### EXCERPTED DATA:
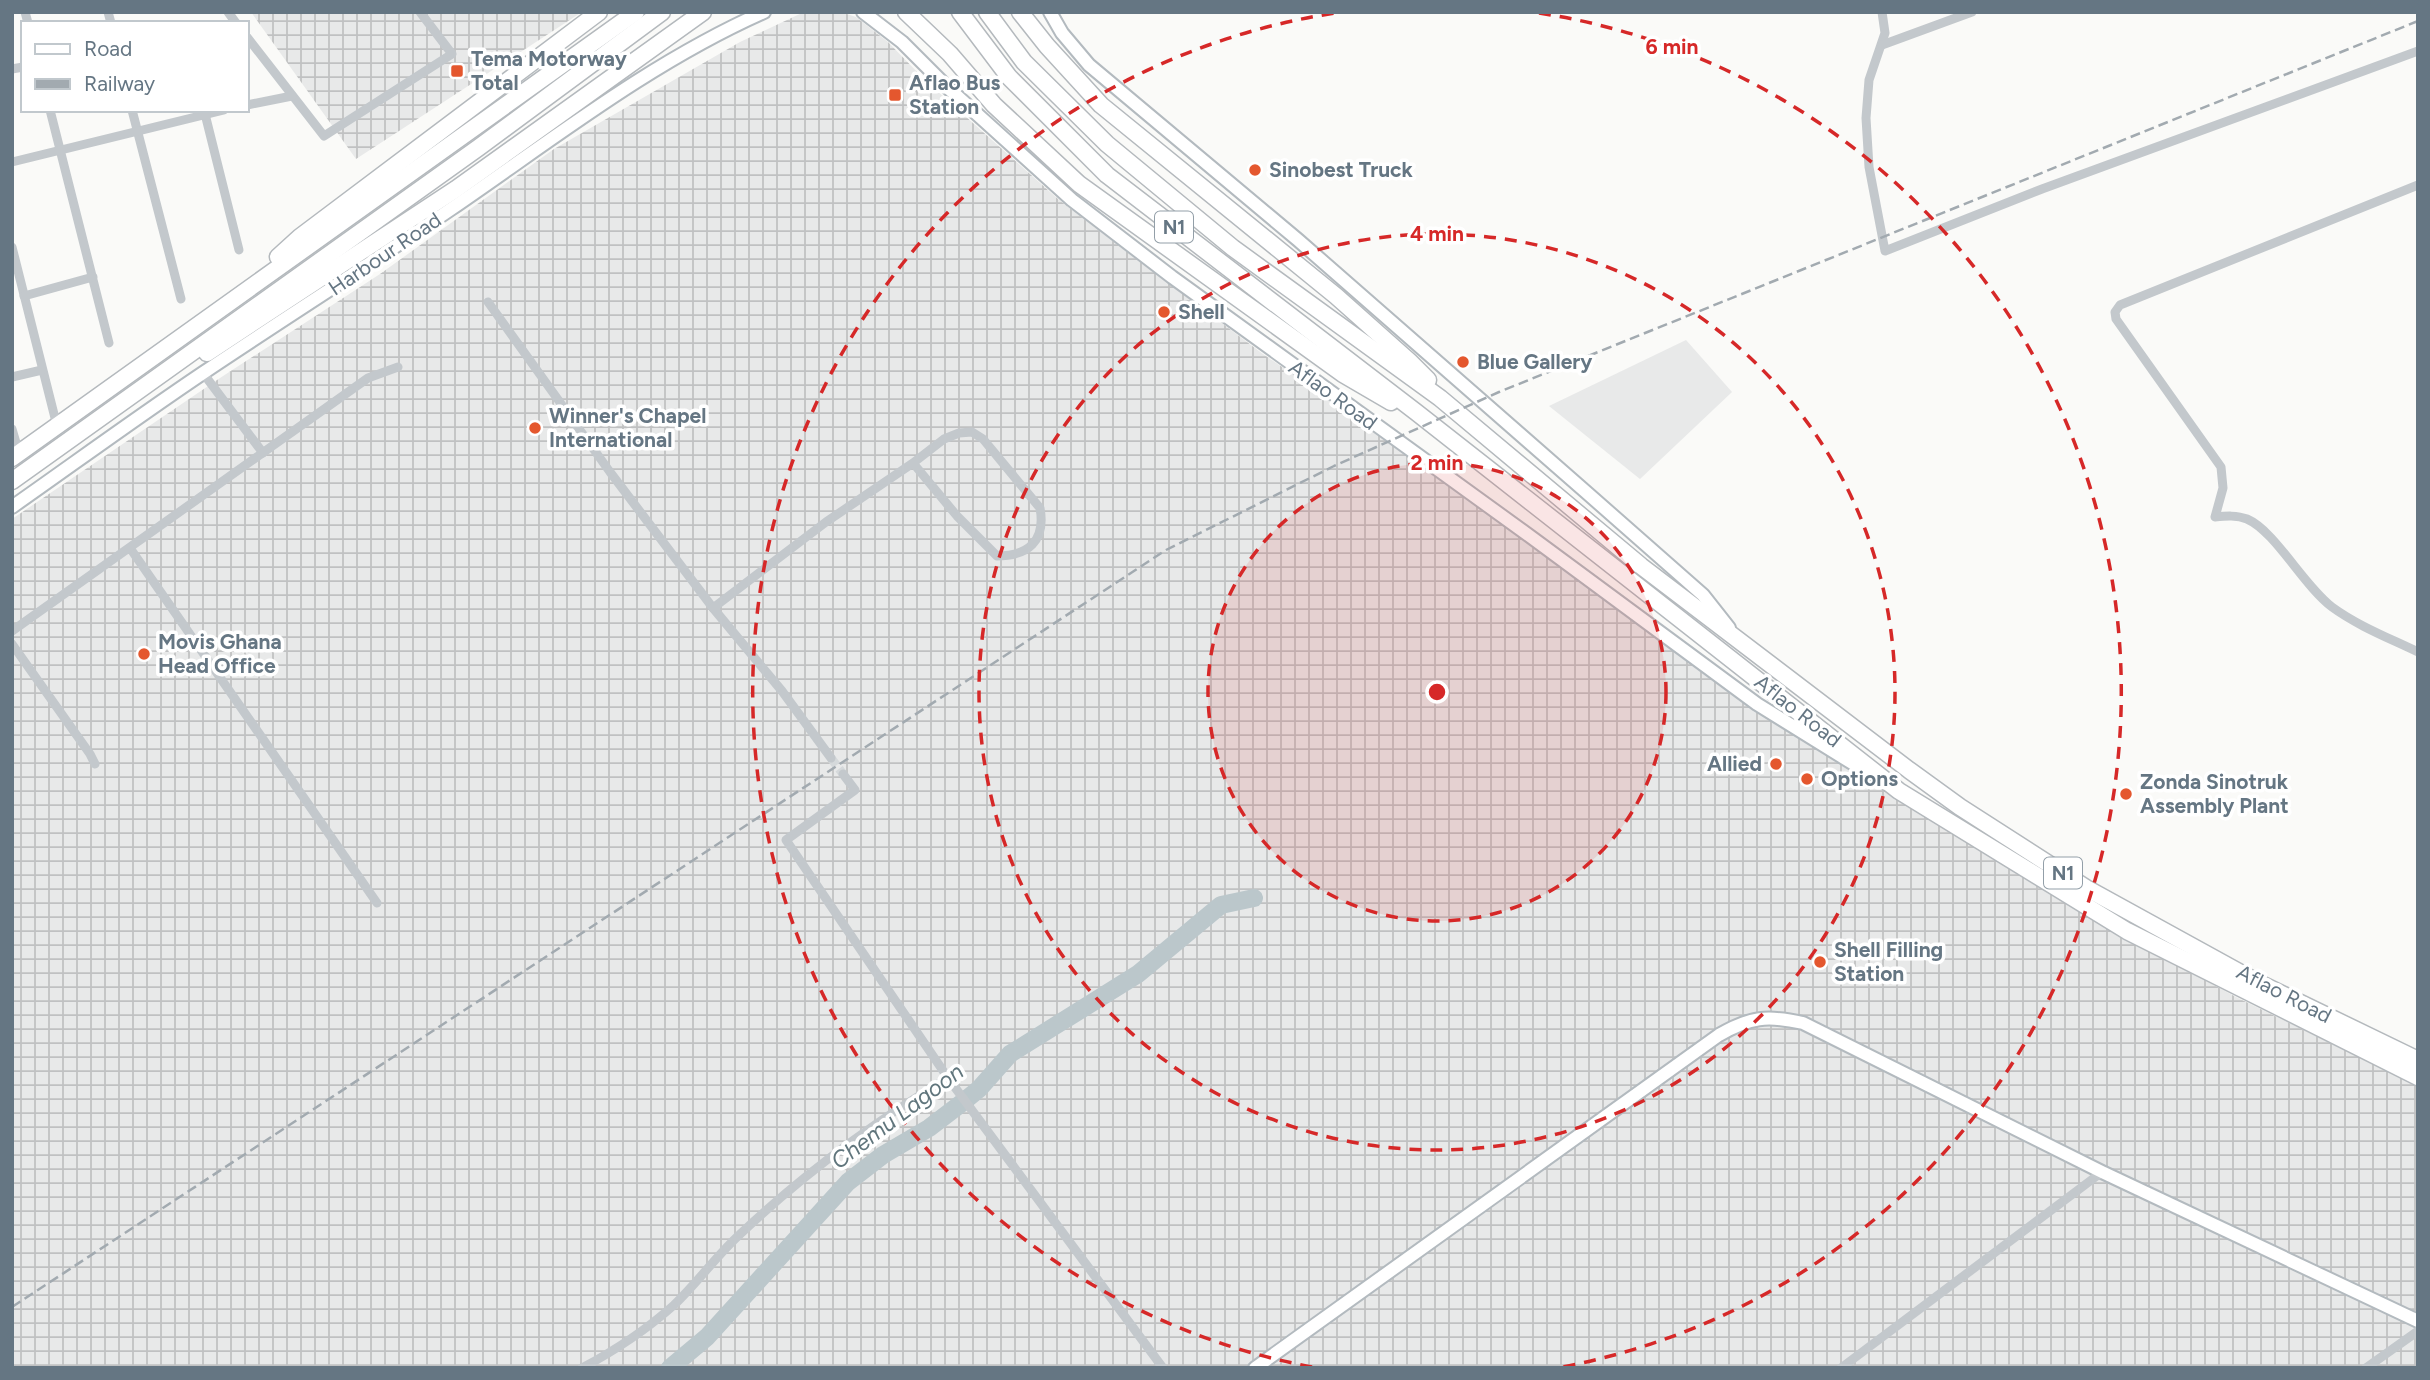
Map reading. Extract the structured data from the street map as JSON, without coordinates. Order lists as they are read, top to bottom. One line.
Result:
{"streets":{"highway":["N1","Harbour Road","Aflao Road"]},"water":["Chemu Lagoon"],"places":{"transit":["Tema Motorway Total","Aflao Bus Station"],"other":["Sinobest Truck","Shell","Blue Gallery","Winner's Chapel International","Movis Ghana Head Office","Allied","Options","Zonda Sinotruk Assembly Plant","Shell Filling Station"]},"legend":["Road","Railway"],"rings":["6 min","4 min","2 min"]}
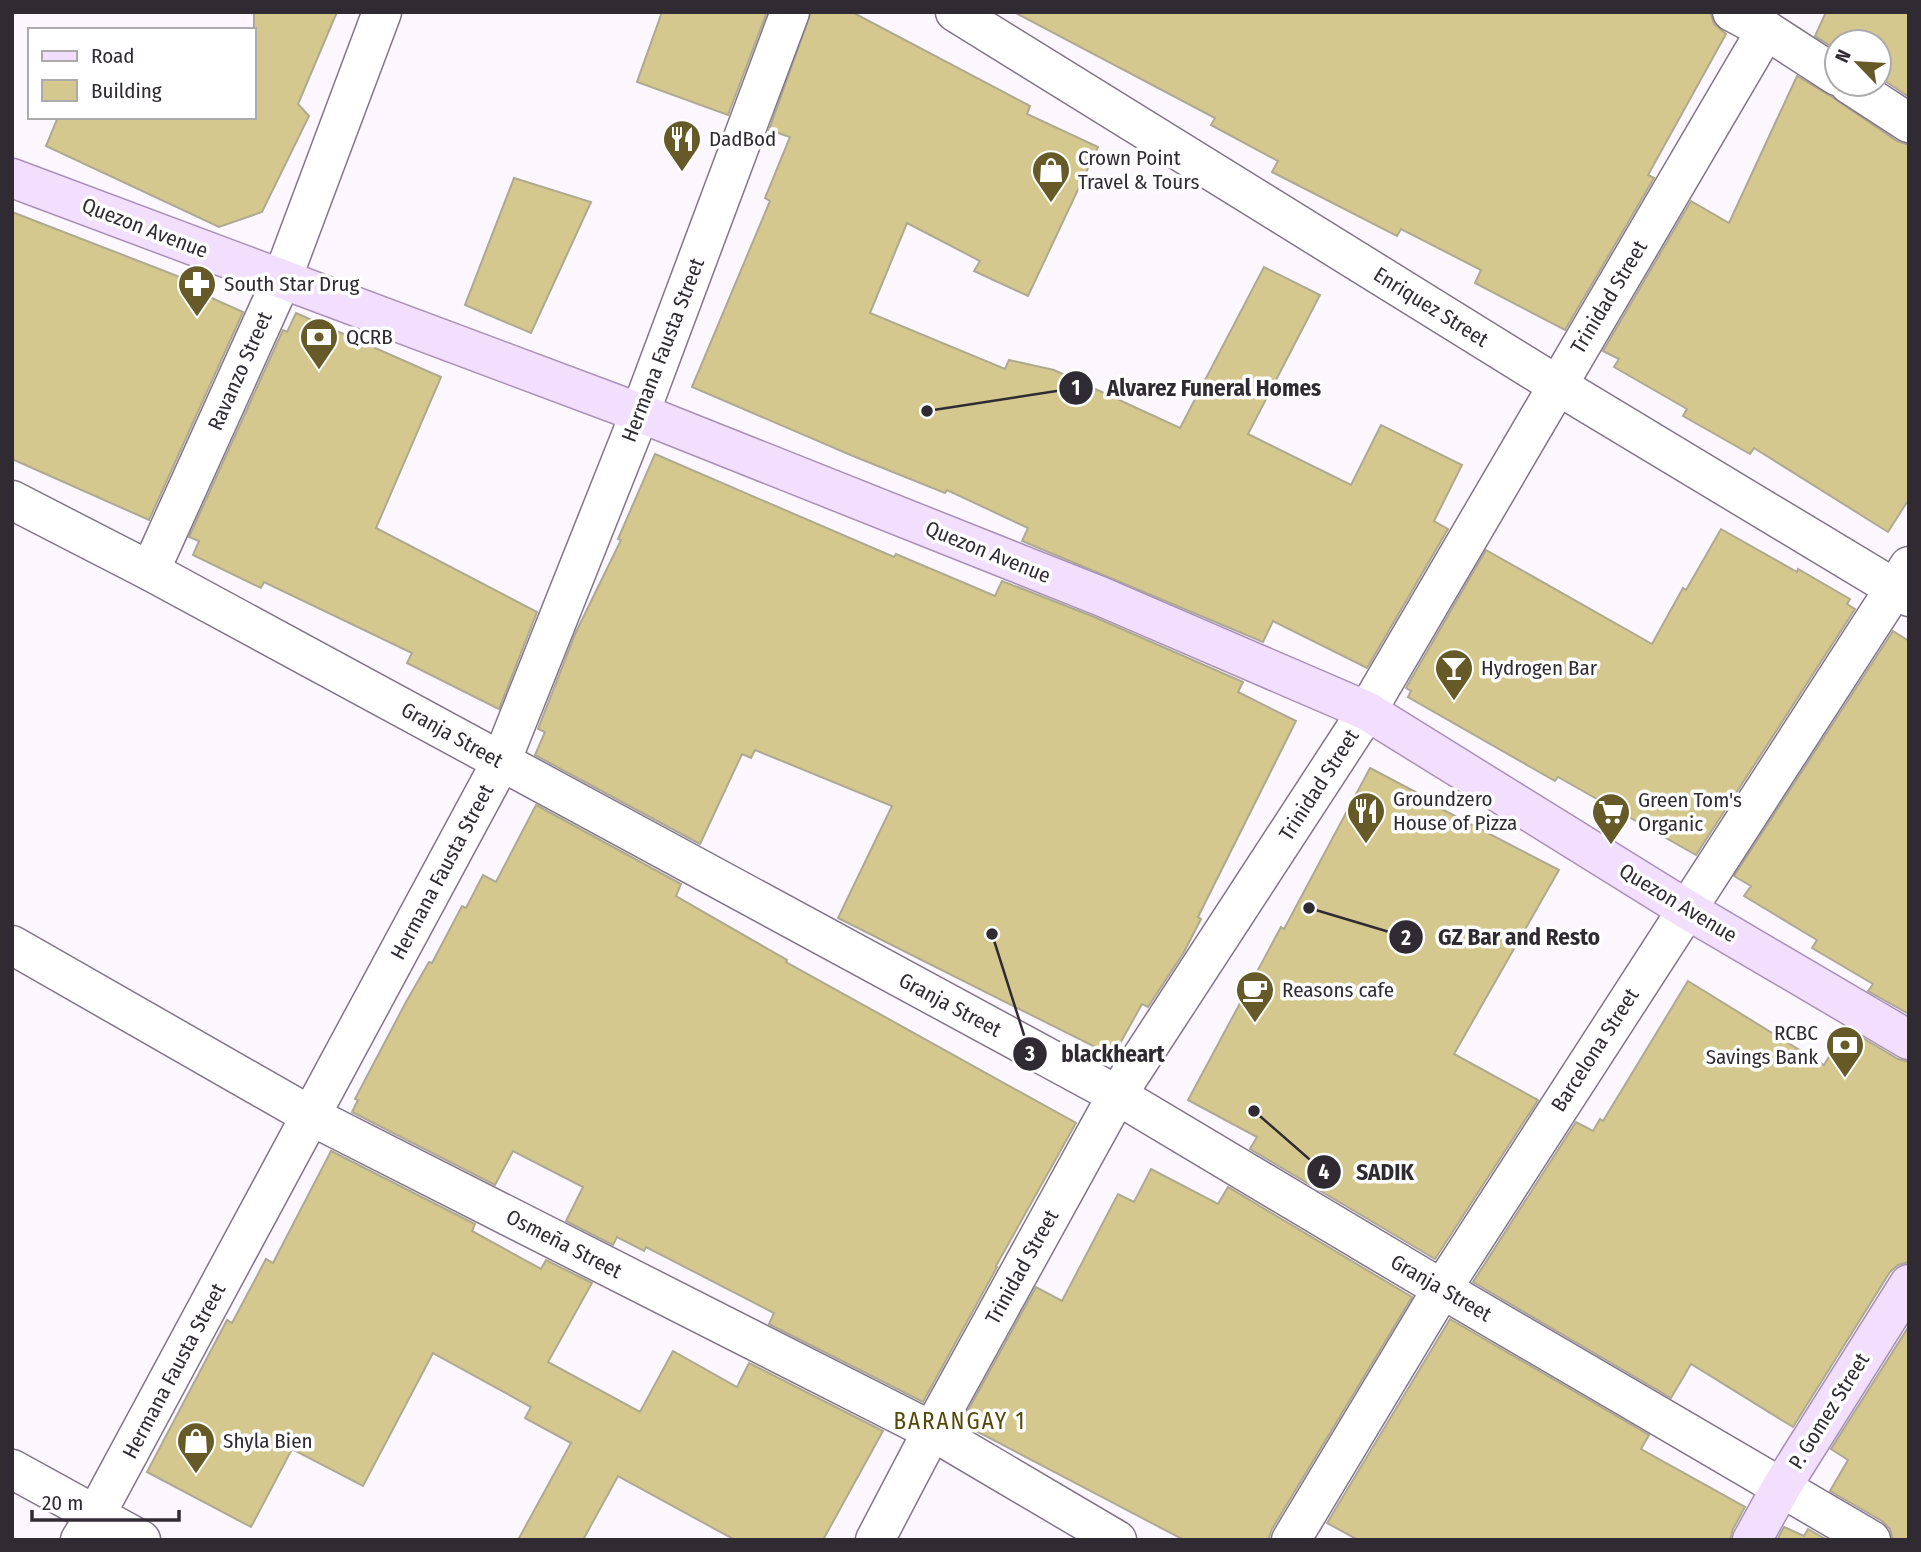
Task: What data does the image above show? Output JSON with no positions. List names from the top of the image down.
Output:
{
  "streets": {
    "main road": ["Quezon Avenue", "P. Gomez Street"],
    "street": [
      "Trinidad Street",
      "Enriquez Street",
      "Hermana Fausta Street",
      "Ravanzo Street",
      "Granja Street",
      "Barcelona Street",
      "Osmeña Street"
    ]
  },
  "crossings": [
    ["Quezon Avenue", "Trinidad Street"],
    ["Quezon Avenue", "Hermana Fausta Street"],
    ["Quezon Avenue", "Ravanzo Street"],
    ["Quezon Avenue", "Barcelona Street"],
    ["Trinidad Street", "Enriquez Street"],
    ["Trinidad Street", "Granja Street"],
    ["Trinidad Street", "Osmeña Street"],
    ["Enriquez Street", "Barcelona Street"],
    ["Hermana Fausta Street", "Granja Street"],
    ["Hermana Fausta Street", "Osmeña Street"],
    ["Ravanzo Street", "Granja Street"],
    ["Granja Street", "Barcelona Street"],
    ["Granja Street", "P. Gomez Street"]
  ],
  "districts": ["BARANGAY 1"],
  "places": {
    "restaurant": ["DadBod", "Groundzero House of Pizza"],
    "shop": ["Crown Point Travel & Tours", "Shyla Bien"],
    "pharmacy": ["South Star Drug"],
    "bank": ["QCRB", "RCBC Savings Bank"],
    "other": [
      "Alvarez Funeral Homes",
      "GZ Bar and Resto",
      "blackheart",
      "SADIK"
    ],
    "bar": ["Hydrogen Bar"],
    "supermarket": ["Green Tom's Organic"],
    "cafe": ["Reasons cafe"]
  },
  "legend": ["Road", "Building"],
  "scale_bar": "20 m",
  "north": "top left"
}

### PROBLEM TO SOLVE:
Print the data above from its first line through the line that has "Task: What data", exactly and with nothing else, omitting pictures.

### OUTPUT FOR THIS TASK:
Map reading. Extract the structured data from the street map as JSON, without coordinates. Order lists as they are read, top to bottom. One line.
Result:
{"streets":{"highway":["N1","Harbour Road","Aflao Road"]},"water":["Chemu Lagoon"],"places":{"transit":["Tema Motorway Total","Aflao Bus Station"],"other":["Sinobest Truck","Shell","Blue Gallery","Winner's Chapel International","Movis Ghana Head Office","Allied","Options","Zonda Sinotruk Assembly Plant","Shell Filling Station"]},"legend":["Road","Railway"],"rings":["6 min","4 min","2 min"]}
Task: What data does the image above show? Output JSON with no positions. List names from the top of the image down.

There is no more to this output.